100 most recent votes

This has me curious. Why 100? Why not 0 or all? 100 seems to indicate you're aggregating the 100 most recent votes for some specific purpose, and that the feature unintentionally leaked the data.

I wonder if mods have the ability to go to a page, type in a username, and see the 100 most recent things they've upvoted/downvoted? I guess as a way of looking for voting rings?

I often upvote comments I feel are unfairly downvoted, definitely not because I agree with the comment. Hopefully vote history isn't being used as a metric of character. Then again, maybe it's a useful filter. I've often wished Reddit would drag down comments from people who upvote angry bully-type comments from other people, so there might be all kinds of interesting ways "100 most recent votes" could be used.

100 was picked because it's a large round number. We need vote history to show vote arrows correctly, and for performance reasons we try to avoid loading entire vote files.

128 is round. 100 is just weird!

It's true. I can count it on my own 10 hands.

If you flip your fingers like bits, you can count up to 1024. Using your toes would get you up to 1048576.

You have to show me how you do that toe thing. Youtube, maybe?

Just use finger up for 1, down for 0. It's a nice way to count.

with your toes??

I demand that youtube video now. Amazing skills abound!

Your circle is very square.

I would bet on technical reasons. From what I've read HN uses some unusual caching and optimization strategies - part of how the Arc application was optimized after initial development. I have no idea if this is the case here but it seems plausible - there is (outdated) source available[0] so you may be able to take a look for yourself.

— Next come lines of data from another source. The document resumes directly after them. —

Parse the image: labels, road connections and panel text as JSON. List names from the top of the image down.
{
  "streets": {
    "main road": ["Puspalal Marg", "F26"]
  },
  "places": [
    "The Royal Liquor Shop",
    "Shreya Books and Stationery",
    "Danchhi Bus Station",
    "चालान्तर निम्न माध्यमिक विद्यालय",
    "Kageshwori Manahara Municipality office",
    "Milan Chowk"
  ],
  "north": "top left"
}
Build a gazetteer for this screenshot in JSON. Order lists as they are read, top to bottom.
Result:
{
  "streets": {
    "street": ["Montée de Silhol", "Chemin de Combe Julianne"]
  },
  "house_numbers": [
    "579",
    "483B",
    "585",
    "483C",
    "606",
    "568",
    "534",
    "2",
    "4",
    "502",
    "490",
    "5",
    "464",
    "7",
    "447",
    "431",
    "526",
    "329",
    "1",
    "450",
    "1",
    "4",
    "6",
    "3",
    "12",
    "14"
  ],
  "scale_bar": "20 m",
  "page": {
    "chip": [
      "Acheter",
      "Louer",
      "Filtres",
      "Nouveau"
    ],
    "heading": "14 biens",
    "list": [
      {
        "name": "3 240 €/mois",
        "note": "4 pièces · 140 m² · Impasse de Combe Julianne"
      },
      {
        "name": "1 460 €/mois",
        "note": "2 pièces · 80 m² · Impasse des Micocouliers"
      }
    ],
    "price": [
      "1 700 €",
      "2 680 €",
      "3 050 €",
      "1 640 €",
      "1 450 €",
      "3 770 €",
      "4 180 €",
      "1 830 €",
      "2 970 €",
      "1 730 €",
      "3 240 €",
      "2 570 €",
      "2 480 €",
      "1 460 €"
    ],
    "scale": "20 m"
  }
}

[0] Mirrored at https://github.com/wting/hackernews

There's nothing particularly unusual about what Arc does. This probably has a technical explanation, but the most logical deduction seems to be that when a mod visits your profile page, they can follow a link that will show them the 100 most recent items you've voted for.

Either that, or a program is aggregating the 100 most recent votes in order to be used in some filtering or weighting algorithm to change the ranking of comments. (People who upvote what YC alums/patio11/tptacek/etc upvote may be upvoting high-quality things, so make their votes count more. That sort of thing.)

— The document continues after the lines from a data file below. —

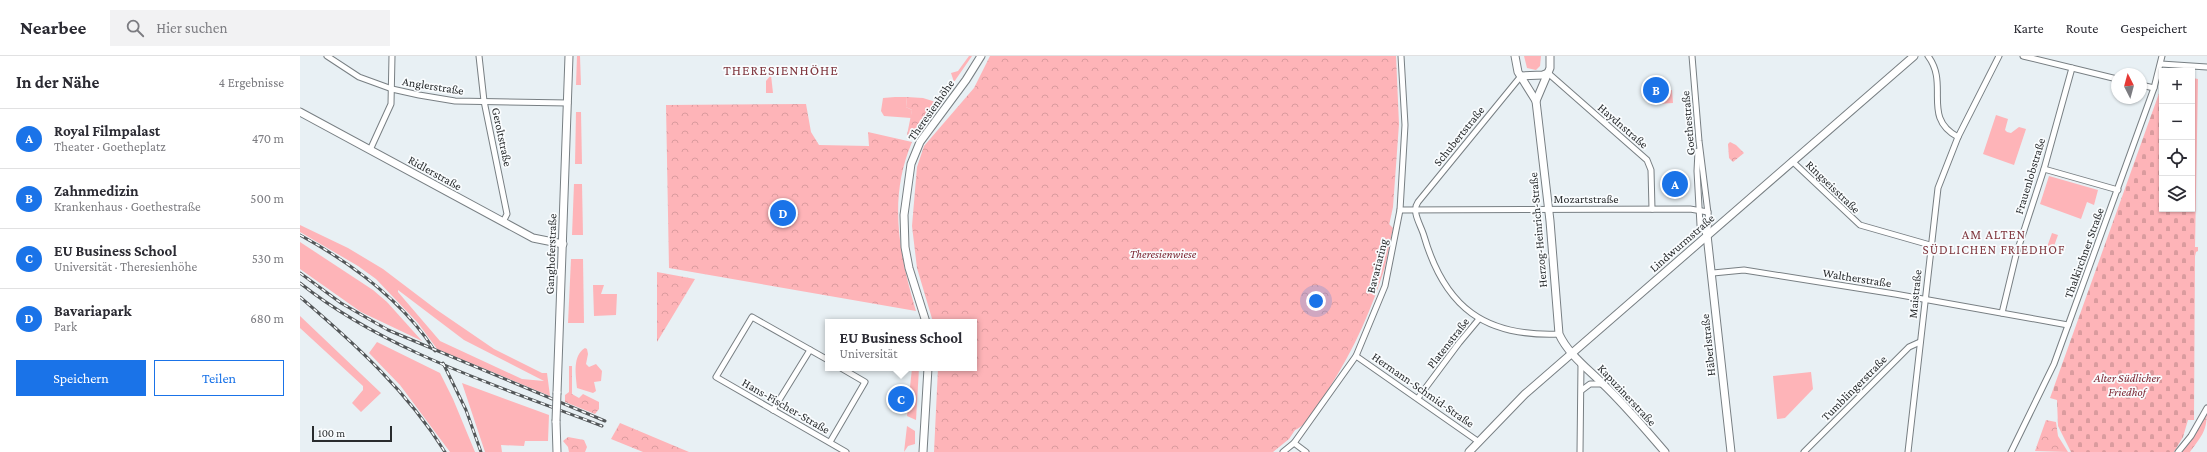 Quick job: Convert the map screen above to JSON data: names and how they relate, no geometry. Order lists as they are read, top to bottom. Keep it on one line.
{"streets":{"main road":["Theresienhöhe","Ridlerstraße","Herzog-Heinrich-Straße","Lindwurmstraße","Ganghoferstraße","Häberlstraße","Kapuzinerstraße"],"street":["Anglerstraße","Goethestraße","Haydnstraße","Schubertstraße","Geroltstraße","Frauenlobstraße","Ringseisstraße","Mozartstraße","Thalkirchner Straße","Bavariaring","Waltherstraße","Maistraße","Platenstraße","Tumblingerstraße","Hermann-Schmid-Straße","Hans-Fischer-Straße"]},"crossings":[["Anglerstraße","Geroltstraße"],["Anglerstraße","Ganghoferstraße"],["Goethestraße","Mozartstraße"],["Goethestraße","Lindwurmstraße"],["Goethestraße","Häberlstraße"],["Haydnstraße","Mozartstraße"],["Schubertstraße","Mozartstraße"],["Geroltstraße","Ridlerstraße"],["Ridlerstraße","Ganghoferstraße"],["Frauenlobstraße","Waltherstraße"],["Ringseisstraße","Lindwurmstraße"],["Ringseisstraße","Maistraße"],["Mozartstraße","Herzog-Heinrich-Straße"],["Mozartstraße","Bavariaring"],["Lindwurmstraße","Häberlstraße"],["Lindwurmstraße","Hermann-Schmid-Straße"],["Lindwurmstraße","Kapuzinerstraße"],["Thalkirchner Straße","Waltherstraße"],["Bavariaring","Hermann-Schmid-Straße"],["Waltherstraße","Maistraße"],["Waltherstraße","Häberlstraße"],["Maistraße","Tumblingerstraße"],["Platenstraße","Hermann-Schmid-Straße"]],"districts":["THERESIENHÖHE","AM ALTEN SÜDLICHEN FRIEDHOF"],"parks":["Theresienwiese","Alter Südlicher Friedhof"],"scale_bar":"100 m","north":"top","page":{"header":"Nearbee","search":"Hier suchen","nav":["Karte","Route","Gespeichert"],"heading":["In der Nähe","4 Ergebnisse"],"map_buttons":["+","−"],"pins":["B","A","D","C"],"list":[{"mark":"A","name":"Royal Filmpalast","note":"Theater · Goetheplatz","value":"470 m"},{"mark":"B","name":"Zahnmedizin","note":"Krankenhaus · Goethestraße","value":"500 m"},{"mark":"C","name":"EU Business School","note":"Universität · Theresienhöhe","value":"530 m"},{"mark":"D","name":"Bavariapark","note":"Park","value":"680 m"}],"popup":["EU Business School","Universität"],"buttons":["Speichern","Teilen"],"scale":"100 m"}} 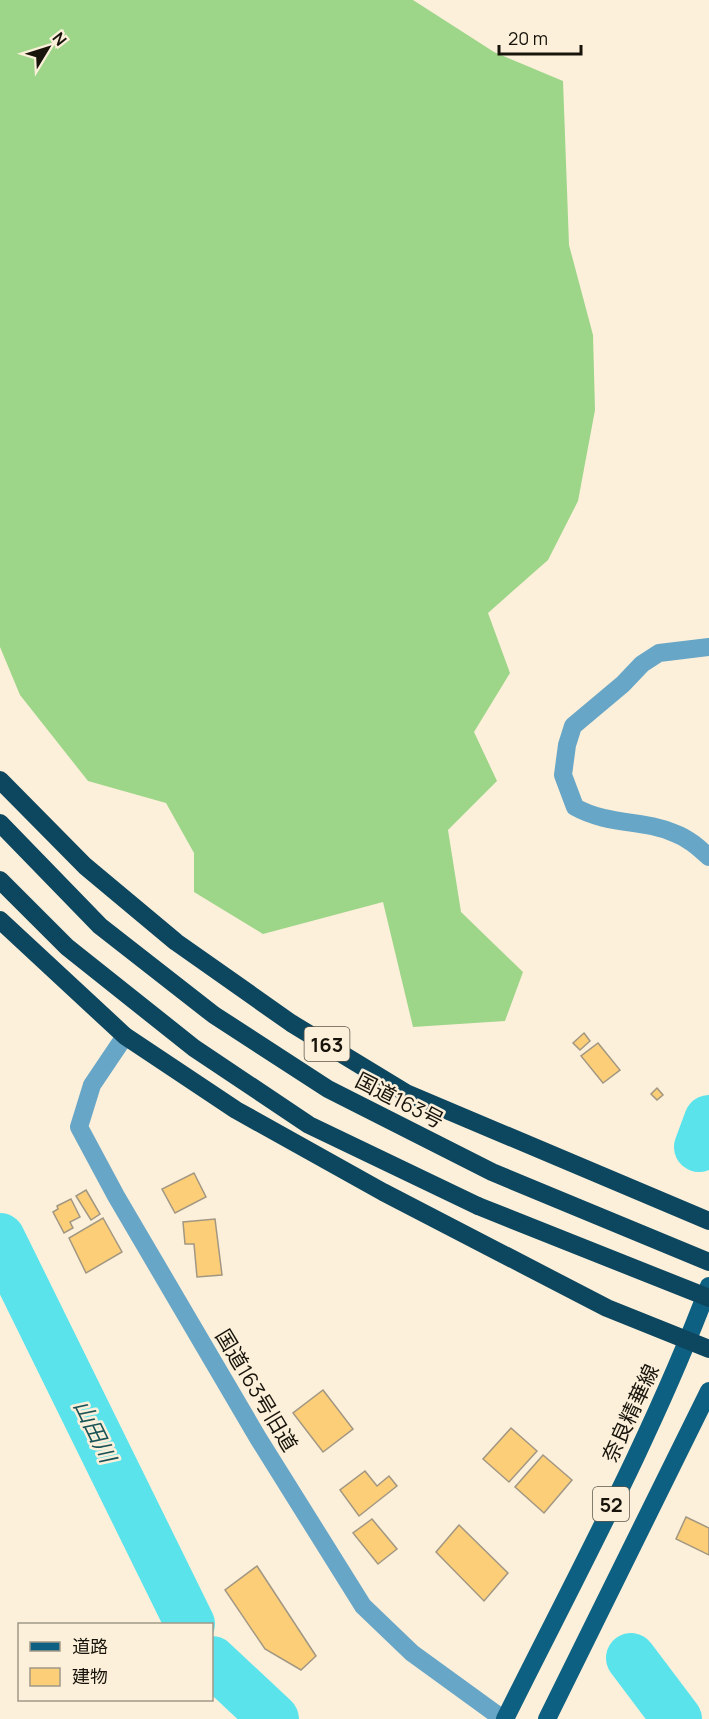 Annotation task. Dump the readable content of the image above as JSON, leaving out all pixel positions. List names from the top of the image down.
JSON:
{
  "streets": {
    "highway": ["163", "国道163号"],
    "main road": ["奈良精華線", "52"],
    "street": ["国道163号旧道"]
  },
  "crossings": [
    ["国道163号旧道", "奈良精華線"]
  ],
  "water": ["山田川"],
  "legend": ["道路", "建物"],
  "scale_bar": "20 m",
  "north": "top right"
}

I guess it might improve server performance if the server caches your 100 most recent upvotes for page generation purposes, since when it serves you a page, it has to know whether you've upvoted each comment or not. But it seems like a stretch to say it's only used for that purpose, because it still needs to know whether you've upvoted things from very old pages, yet the list stays at exactly 100 items. And they already hunt for and punish voting rings. I was just wondering the extent to which votes are scrutinized.

EDIT: The more I think about this, the dumber I sound. The dataset that was leaked was almost certainly used to generate pages and nothing more. It's the simplest explanation, for one. Manually looking doesn't scale. The program to look for voting rings is probably a completely different program. Etc.

As I said, I have no idea if this is what is happening, it would just fit in with the pattern of "weird" caching that I've heard HN uses - I mention Arc only because some of the caching is related to eliminating closures kept around for things like user sessions IIRC[0], though I assume any Lisp would lead to similar optimizations.

[0] It appears this is not the case with the vote caching from staff comments in this thread.

> The leaked password hashes were salted bcrypt (FreeBSD's default libcrypt implementation).

As bad as data leaks are, it's at least nice to see one of these data leak stories where the passwords were actually stored correctly, instead of being MD5 / plaintext / base64.

> one of these data leak stories where the passwords were actually stored correctly

The reason we see so few hacks where passwords were stored properly might be because they do things properly, so odds are lower they get hacked in the first place. Just a thought.

Be nice to know the number of rounds used though - the default of 10 in most implementations is starting to become not enough.

Also bcrypt does not seem to be FreeBSD's default libcrypt implementation from the source code [1] - it appears to be DES (or SHA512 if DES isn't available). What makes HN think it's bcrypt? @kogir?

[1] https://github.com/freebsd/freebsd/blob/master/lib/libcrypt/...

Thanks for pointing that out. You're correct (and I was wrong) - it's not the default, but we format our salts to request it.

The docs are here: https://www.freebsd.org/cgi/man.cgi?query=crypt&apropos=0&se...

The code looks something like this:

    (withs (salt (+ "$2$10$" (rand-string 20))
            ux   (crypt pw salt))
"(rand-string 20)" provides 128 bits of randomness from /dev/urandom.

I'll up the number of rounds and upgrade them in place as users log in. Thanks!

I know it's compelling to answer users who ask for more transparency on security. But it's not the best thing to reveal implementation details after hashes were leaked.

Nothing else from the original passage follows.